Study on heat transfer characteristics and mechanical properties degradation of hydrogen storage cylinders under fire conditions

As the most common containers for hydrogen fuel cell vehicles, the development of hydrogen storage cylinders has attracted significant attention. However, due to the inherent flammability of hydrogen, fire incidents can lead to various forms of material damage and structural failure in these cylinders. In this study, a CFD model was established to simulate hydrogen storage cylinder exposed to fire, and a coupled thermal-fluid-structure FEA model of the cylinders was developed through module correlation.
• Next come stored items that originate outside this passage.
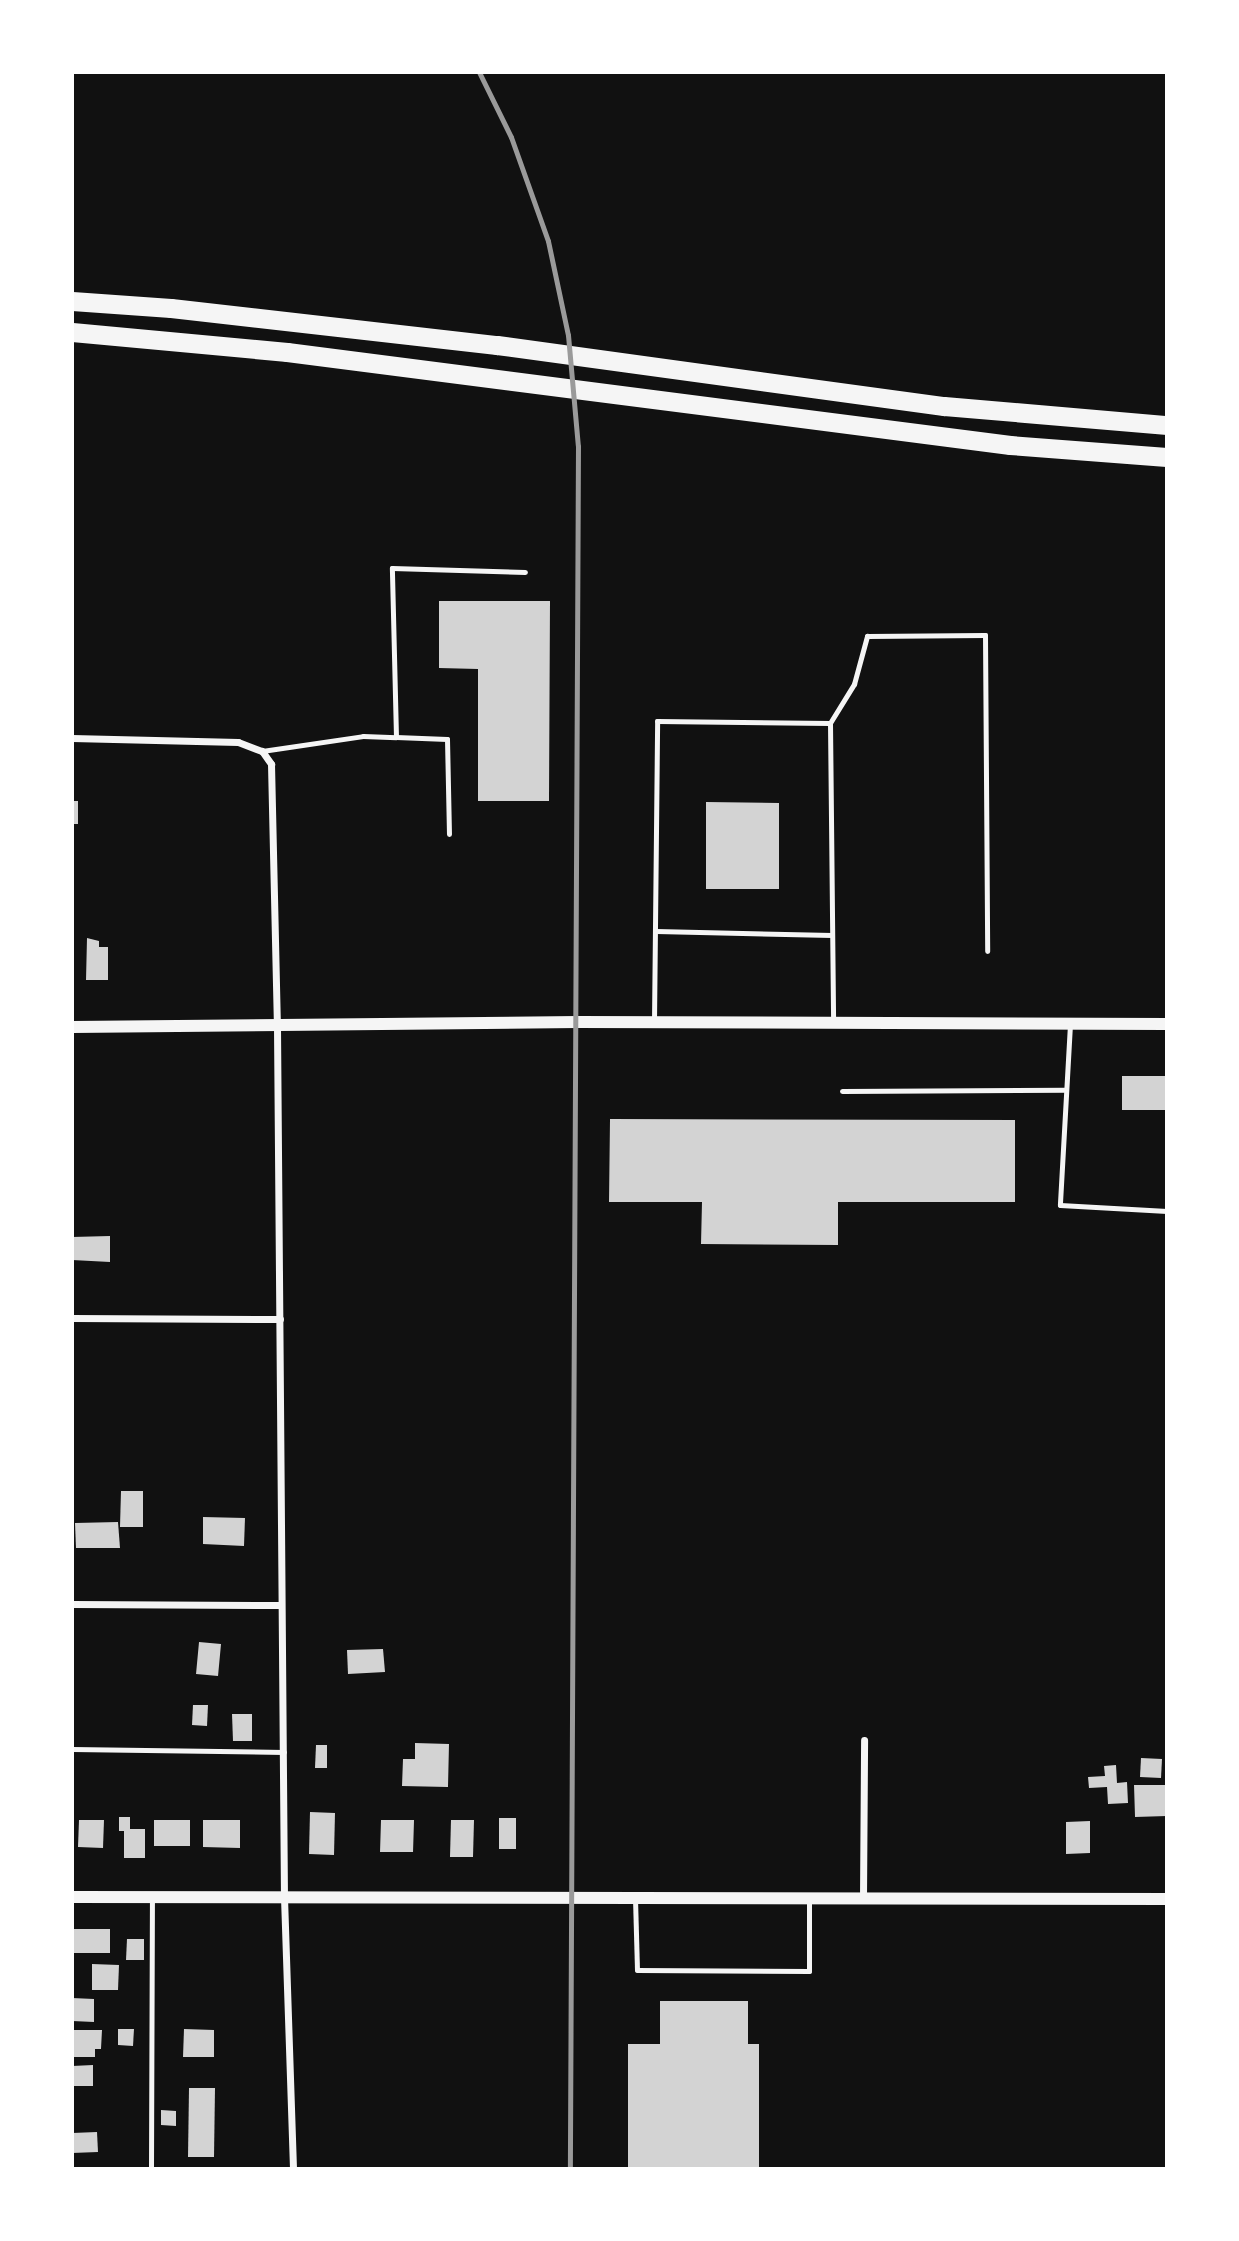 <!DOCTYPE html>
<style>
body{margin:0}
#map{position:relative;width:1239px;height:2241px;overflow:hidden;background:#111;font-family:"Roboto Condensed",sans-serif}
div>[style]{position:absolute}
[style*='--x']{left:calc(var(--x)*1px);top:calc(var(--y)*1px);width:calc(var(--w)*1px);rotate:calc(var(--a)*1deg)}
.building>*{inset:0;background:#d3d3d3}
.service>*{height:5px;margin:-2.5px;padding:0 2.5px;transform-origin:2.5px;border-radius:2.5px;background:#f5f5f5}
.minor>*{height:7px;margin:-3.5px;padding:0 3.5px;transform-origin:3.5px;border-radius:3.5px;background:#f5f5f5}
.tertiary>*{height:12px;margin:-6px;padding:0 6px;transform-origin:6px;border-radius:6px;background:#f5f5f5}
.trunk>*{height:19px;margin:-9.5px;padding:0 9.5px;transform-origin:9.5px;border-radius:9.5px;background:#f5f5f5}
.rail>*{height:5px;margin:-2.5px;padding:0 2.5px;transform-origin:2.5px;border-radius:2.5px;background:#9a9a9a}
span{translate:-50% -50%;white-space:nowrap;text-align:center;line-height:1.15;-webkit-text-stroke:7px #fff;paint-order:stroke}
.frame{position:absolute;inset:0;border:74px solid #fff;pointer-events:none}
</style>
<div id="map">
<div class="building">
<i style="clip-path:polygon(439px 601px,550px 601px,549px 801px,478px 801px,478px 669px,439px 668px)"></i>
<i style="clip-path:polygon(72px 801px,78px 801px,78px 824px,72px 824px)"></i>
<i style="clip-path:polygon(706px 802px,779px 803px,779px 889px,706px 889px)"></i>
<i style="clip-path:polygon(87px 938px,99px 941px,99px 947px,108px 947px,108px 980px,86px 980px)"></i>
<i style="clip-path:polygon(1122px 1076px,1167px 1076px,1167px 1110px,1122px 1110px)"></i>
<i style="clip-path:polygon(610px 1119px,1015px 1120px,1015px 1202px,838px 1202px,838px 1245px,701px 1244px,702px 1202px,609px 1202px)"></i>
<i style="clip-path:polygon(110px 1236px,110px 1262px,72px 1260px,72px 1237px)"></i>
<i style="clip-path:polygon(121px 1491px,143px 1491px,143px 1527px,120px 1527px)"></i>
<i style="clip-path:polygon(203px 1517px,245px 1518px,244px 1546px,203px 1544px)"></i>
<i style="clip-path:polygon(118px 1522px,120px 1548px,76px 1548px,75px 1523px)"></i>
<i style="clip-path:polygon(199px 1642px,221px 1644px,218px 1676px,196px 1674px)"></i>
<i style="clip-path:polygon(383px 1649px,385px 1672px,348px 1674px,347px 1650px)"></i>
<i style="clip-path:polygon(193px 1705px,208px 1705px,207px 1726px,192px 1725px)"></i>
<i style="clip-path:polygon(232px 1714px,252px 1714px,252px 1741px,233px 1741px)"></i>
<i style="clip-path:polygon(415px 1743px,449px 1744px,448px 1787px,402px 1786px,403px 1759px,415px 1759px)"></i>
<i style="clip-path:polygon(316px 1745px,327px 1745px,327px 1768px,315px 1768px)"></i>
<i style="clip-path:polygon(1141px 1758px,1162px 1759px,1161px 1778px,1140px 1777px)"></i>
<i style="clip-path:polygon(1116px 1765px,1117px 1783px,1127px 1782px,1128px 1803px,1108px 1804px,1107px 1787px,1089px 1788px,1088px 1777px,1105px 1776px,1104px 1766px)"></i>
<i style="clip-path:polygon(1134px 1785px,1167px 1785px,1167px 1816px,1135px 1817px)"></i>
<i style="clip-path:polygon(310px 1812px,335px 1813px,334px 1855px,309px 1854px)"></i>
<i style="clip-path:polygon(119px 1817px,130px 1817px,130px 1829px,145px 1829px,145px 1858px,124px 1858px,124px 1831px,119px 1831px)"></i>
<i style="clip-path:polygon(499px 1818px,516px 1818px,516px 1849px,499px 1849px)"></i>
<i style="clip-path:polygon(79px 1820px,104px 1820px,103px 1848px,78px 1847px)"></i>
<i style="clip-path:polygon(154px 1820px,190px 1820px,190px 1846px,154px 1846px)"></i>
<i style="clip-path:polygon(203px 1820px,240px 1820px,240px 1848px,203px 1847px)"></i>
<i style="clip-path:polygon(381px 1820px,414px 1820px,413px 1852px,380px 1852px)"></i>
<i style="clip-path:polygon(451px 1820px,474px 1820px,473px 1857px,450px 1857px)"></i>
<i style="clip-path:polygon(1090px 1821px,1090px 1853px,1066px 1854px,1066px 1822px)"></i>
<i style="clip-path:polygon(72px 1929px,110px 1929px,110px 1953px,72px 1953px)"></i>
<i style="clip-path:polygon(127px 1939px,144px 1939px,144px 1960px,126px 1960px)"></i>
<i style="clip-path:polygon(92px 1964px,119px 1965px,118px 1990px,92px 1990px)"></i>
<i style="clip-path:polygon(72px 1998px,94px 1999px,94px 2022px,72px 2021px)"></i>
<i style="clip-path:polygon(660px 2001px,748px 2001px,748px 2044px,759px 2044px,759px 2169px,628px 2169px,628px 2044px,660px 2044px)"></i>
<i style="clip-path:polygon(118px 2029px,134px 2029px,133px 2046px,118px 2045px)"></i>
<i style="clip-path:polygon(184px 2029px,214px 2030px,214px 2057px,183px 2057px)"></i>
<i style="clip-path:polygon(72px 2030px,102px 2030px,101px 2049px,95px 2049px,95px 2057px,72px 2057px)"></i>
<i style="clip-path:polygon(93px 2065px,93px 2086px,72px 2086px,72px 2066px)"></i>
<i style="clip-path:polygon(189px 2088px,215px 2088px,214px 2157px,188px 2157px)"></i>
<i style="clip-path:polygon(161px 2110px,176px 2111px,176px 2126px,161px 2125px)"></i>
<i style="clip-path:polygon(97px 2132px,98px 2152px,72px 2153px,72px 2133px)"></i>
</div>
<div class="service">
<i style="--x:830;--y:723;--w:46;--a:-58.4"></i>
<i style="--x:854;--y:684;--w:50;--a:-74.8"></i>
<i style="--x:867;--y:636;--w:118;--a:-0.5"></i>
<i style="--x:985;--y:635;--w:316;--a:89.6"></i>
<i style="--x:396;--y:737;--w:51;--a:2.2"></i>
<i style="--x:447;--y:739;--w:95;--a:88.8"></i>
<i style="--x:262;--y:751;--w:102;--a:-8.4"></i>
<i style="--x:363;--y:736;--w:33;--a:2"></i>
<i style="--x:396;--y:737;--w:169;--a:-91.4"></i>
<i style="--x:392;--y:568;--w:133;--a:1.7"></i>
<i style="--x:656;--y:931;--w:176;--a:1.3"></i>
<i style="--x:654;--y:1022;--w:301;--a:-89.4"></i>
<i style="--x:657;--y:721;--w:173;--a:0.7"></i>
<i style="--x:830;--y:723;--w:300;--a:89.4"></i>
<i style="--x:1070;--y:1024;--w:181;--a:93.2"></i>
<i style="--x:1060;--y:1205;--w:107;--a:3.2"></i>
<i style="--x:842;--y:1091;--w:224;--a:-0.3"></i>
<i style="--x:72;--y:1749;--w:212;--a:0.8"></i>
<i style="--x:635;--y:1898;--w:72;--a:88.4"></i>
<i style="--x:637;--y:1970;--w:172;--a:0.3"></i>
<i style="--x:809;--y:1971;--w:71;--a:-90"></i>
<i style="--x:151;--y:2169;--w:270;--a:-89.8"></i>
</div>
<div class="minor">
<i style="--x:72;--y:738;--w:166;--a:1.4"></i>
<i style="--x:238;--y:742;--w:26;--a:21"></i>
<i style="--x:262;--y:751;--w:16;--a:55"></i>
<i style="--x:271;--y:764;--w:263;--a:88.7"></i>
<i style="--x:277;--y:1027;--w:870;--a:89.54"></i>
<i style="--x:284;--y:1897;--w:272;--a:88.1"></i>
<i style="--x:72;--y:1318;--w:208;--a:0.3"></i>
<i style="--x:72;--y:1604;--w:208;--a:0.3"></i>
<i style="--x:863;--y:1898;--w:158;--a:-89.6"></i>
</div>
<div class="tertiary">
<i style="--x:72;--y:1027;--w:506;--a:-0.57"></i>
<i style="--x:578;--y:1022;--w:589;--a:0.19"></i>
<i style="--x:72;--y:1897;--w:1095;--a:0.1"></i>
</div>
<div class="trunk">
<i style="--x:72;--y:301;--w:99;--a:4"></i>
<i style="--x:171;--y:308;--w:328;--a:6.5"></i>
<i style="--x:497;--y:345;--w:451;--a:7.8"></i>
<i style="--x:944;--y:406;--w:224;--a:4.9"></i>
<i style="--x:72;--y:332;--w:216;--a:5.3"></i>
<i style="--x:287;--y:352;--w:729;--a:7.33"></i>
<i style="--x:1010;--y:445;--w:157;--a:4.4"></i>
</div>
<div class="rail">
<i style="--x:479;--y:72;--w:72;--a:63.8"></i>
<i style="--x:511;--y:137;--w:110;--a:70.4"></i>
<i style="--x:548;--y:241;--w:96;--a:78"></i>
<i style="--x:568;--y:335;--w:111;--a:84.9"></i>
<i style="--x:578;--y:446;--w:1723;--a:90.27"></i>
</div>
<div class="frame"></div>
</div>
The models examined heat transfer characteristics, mechanical responses, and progressive failure mechanisms under fire conditions, providing predictions for burst pressure and fire resistance time. Results indicate significant temperature variations across different regions of the cylinder's outer surface, with distinct stratification of wall temperatures, particularly pronounced near the Pressure Relief Device (PRD) region. The cylinder experiences coupled effects of external fire thermal loads and internal hydrogen pressure loads, resulting in an increase in equivalent stress with prolonged exposure to fire, leading to an uneven distribution of stress throughout the cylinder. Under fire conditions, the primary failure modes of the cylinder's composite material layers include fiber fracture failure (pf) and matrix tensile failure (pmA), with delamination failure (pd) observed exclusively at the rear end of the cylinder.